About this task: Output, please, exactly those lines of the listing that come before the line with "2px #3b2a1e) drop-shadow(0", along with that line itself.

---------- Dataset excerpts

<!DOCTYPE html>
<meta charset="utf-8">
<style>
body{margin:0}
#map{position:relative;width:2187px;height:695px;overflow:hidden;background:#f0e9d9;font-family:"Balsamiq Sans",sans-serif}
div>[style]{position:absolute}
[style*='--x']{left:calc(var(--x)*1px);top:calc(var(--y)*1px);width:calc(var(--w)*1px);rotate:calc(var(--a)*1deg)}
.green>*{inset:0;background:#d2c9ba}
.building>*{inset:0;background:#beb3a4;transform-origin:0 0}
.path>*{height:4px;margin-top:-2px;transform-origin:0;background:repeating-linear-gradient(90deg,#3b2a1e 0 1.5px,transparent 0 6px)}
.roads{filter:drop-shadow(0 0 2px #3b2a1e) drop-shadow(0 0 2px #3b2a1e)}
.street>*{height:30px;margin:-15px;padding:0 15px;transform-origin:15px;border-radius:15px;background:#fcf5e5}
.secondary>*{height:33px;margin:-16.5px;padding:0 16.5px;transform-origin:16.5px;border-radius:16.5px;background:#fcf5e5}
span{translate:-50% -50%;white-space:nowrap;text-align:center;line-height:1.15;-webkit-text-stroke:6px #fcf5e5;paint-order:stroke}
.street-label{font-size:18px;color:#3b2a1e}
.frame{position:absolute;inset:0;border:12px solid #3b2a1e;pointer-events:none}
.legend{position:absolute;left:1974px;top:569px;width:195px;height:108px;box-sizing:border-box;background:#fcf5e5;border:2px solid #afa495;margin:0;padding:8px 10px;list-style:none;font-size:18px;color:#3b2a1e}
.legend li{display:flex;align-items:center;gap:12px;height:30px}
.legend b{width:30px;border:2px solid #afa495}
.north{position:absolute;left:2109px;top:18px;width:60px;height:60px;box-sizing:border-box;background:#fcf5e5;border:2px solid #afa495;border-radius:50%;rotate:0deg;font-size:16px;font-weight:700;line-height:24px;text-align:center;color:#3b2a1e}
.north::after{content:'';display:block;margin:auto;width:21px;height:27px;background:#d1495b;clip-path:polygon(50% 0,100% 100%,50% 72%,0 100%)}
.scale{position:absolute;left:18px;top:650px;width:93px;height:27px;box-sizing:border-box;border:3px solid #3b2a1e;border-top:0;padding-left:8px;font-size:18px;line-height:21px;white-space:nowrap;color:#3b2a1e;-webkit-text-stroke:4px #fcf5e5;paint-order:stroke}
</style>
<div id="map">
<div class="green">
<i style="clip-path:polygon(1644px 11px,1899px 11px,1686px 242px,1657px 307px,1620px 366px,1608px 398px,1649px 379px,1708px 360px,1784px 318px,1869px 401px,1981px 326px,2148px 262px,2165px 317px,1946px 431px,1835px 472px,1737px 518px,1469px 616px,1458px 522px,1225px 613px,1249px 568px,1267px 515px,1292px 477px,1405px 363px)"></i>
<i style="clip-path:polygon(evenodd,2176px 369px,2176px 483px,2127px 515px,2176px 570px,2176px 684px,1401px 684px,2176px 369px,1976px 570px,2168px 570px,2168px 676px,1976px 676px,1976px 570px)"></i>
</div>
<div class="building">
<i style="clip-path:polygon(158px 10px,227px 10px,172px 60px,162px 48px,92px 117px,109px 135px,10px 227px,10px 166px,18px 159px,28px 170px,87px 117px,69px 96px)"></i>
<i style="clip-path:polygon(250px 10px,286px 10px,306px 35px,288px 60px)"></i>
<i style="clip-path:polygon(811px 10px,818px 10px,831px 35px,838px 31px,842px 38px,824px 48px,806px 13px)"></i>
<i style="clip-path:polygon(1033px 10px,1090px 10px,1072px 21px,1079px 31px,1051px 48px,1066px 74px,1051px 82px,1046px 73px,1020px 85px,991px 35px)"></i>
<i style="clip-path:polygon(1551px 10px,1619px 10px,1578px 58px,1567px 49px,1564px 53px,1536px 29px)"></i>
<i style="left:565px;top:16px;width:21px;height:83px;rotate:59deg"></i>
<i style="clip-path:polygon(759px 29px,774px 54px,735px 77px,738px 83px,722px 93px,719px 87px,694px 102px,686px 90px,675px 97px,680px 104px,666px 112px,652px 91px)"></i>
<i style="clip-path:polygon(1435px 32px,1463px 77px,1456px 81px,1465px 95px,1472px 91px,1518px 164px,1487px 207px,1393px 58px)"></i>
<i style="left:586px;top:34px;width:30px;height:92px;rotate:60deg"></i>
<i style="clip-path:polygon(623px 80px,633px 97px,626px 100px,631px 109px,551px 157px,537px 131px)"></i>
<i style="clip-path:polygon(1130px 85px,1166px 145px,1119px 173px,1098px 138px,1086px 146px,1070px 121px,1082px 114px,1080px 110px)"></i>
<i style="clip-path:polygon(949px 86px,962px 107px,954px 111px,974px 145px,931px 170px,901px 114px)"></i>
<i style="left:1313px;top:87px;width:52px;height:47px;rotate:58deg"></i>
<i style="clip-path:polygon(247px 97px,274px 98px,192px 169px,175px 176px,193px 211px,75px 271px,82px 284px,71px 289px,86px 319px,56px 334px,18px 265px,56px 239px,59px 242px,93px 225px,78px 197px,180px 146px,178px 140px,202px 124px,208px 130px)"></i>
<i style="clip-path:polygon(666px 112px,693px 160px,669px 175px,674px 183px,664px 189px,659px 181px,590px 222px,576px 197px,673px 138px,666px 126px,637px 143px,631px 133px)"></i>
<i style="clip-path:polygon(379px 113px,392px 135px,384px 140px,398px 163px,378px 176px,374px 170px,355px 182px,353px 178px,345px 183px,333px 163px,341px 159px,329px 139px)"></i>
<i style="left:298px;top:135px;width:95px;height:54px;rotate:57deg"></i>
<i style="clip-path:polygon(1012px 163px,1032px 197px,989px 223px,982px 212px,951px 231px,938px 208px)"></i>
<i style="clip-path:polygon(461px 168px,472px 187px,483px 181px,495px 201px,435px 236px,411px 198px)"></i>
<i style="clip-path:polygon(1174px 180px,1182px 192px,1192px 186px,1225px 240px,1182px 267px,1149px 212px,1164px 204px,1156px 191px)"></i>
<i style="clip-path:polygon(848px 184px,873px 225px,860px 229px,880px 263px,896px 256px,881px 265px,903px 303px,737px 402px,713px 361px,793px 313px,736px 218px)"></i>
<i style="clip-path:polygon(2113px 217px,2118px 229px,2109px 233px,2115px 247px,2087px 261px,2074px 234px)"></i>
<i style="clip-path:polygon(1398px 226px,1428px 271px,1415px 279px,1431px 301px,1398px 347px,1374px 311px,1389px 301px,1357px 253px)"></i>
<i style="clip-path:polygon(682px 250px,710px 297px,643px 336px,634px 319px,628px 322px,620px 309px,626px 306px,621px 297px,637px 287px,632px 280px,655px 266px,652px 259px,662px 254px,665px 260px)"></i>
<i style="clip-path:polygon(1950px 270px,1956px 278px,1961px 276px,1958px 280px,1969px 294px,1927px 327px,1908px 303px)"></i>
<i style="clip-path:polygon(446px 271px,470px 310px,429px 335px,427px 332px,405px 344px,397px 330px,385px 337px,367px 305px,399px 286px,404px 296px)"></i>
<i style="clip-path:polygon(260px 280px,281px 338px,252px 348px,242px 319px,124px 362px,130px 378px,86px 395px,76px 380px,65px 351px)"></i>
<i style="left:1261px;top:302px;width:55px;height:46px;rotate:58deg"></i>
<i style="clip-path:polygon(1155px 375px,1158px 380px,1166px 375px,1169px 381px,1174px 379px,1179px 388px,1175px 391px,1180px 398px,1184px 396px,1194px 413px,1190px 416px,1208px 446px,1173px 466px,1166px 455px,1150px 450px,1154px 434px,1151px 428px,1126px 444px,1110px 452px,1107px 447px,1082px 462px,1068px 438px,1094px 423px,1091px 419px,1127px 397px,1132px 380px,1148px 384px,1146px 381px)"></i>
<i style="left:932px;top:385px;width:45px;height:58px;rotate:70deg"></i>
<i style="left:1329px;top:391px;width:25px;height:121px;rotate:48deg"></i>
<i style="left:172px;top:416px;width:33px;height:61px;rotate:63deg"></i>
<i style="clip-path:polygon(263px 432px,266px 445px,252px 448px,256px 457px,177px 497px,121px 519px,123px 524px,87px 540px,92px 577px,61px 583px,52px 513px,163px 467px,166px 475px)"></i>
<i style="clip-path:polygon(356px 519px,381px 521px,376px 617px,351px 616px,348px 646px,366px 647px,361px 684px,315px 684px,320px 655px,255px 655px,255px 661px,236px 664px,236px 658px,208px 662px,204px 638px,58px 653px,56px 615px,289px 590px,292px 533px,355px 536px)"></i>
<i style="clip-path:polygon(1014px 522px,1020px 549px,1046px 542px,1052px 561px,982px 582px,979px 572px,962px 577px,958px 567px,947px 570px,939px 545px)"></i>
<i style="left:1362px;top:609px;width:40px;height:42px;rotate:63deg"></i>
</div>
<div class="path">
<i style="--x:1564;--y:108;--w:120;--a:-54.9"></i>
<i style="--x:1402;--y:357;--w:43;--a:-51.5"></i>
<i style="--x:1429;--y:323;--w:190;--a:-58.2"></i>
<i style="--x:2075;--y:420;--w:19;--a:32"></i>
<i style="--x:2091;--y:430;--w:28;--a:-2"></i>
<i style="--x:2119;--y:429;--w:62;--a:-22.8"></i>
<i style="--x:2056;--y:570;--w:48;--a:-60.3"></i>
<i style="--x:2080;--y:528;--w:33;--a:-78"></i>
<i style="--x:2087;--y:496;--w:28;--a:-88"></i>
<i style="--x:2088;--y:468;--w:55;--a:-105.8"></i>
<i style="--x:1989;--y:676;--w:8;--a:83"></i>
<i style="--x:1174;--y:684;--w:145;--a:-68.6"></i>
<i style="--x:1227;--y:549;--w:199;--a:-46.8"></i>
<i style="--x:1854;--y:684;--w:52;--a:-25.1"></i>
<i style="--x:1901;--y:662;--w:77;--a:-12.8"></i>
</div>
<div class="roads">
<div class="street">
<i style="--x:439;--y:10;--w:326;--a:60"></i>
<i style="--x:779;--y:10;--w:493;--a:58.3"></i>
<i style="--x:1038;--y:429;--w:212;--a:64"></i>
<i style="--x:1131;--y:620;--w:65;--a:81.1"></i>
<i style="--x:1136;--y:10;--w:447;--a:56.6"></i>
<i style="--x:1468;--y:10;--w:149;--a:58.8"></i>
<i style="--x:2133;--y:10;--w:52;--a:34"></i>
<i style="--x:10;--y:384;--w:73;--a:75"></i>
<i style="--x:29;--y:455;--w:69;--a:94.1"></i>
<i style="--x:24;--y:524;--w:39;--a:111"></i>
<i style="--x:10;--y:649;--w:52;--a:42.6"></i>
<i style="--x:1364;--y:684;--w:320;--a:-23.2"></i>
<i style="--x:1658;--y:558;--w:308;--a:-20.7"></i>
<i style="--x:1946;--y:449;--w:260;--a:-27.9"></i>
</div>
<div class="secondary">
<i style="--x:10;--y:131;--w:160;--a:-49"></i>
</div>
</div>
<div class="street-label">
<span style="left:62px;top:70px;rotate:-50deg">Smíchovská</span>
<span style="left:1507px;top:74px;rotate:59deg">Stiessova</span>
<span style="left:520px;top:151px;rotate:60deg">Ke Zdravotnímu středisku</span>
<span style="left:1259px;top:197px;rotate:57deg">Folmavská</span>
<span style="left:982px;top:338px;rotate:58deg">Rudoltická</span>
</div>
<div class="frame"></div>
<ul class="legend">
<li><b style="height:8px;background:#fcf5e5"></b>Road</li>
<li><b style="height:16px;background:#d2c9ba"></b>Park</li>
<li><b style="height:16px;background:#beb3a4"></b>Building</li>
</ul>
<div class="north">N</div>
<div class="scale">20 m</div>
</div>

--------------------

Task output:
<!DOCTYPE html>
<meta charset="utf-8">
<style>
body{margin:0}
#map{position:relative;width:2187px;height:695px;overflow:hidden;background:#f0e9d9;font-family:"Balsamiq Sans",sans-serif}
div>[style]{position:absolute}
[style*='--x']{left:calc(var(--x)*1px);top:calc(var(--y)*1px);width:calc(var(--w)*1px);rotate:calc(var(--a)*1deg)}
.green>*{inset:0;background:#d2c9ba}
.building>*{inset:0;background:#beb3a4;transform-origin:0 0}
.path>*{height:4px;margin-top:-2px;transform-origin:0;background:repeating-linear-gradient(90deg,#3b2a1e 0 1.5px,transparent 0 6px)}
.roads{filter:drop-shadow(0 0 2px #3b2a1e) drop-shadow(0 0 2px #3b2a1e)}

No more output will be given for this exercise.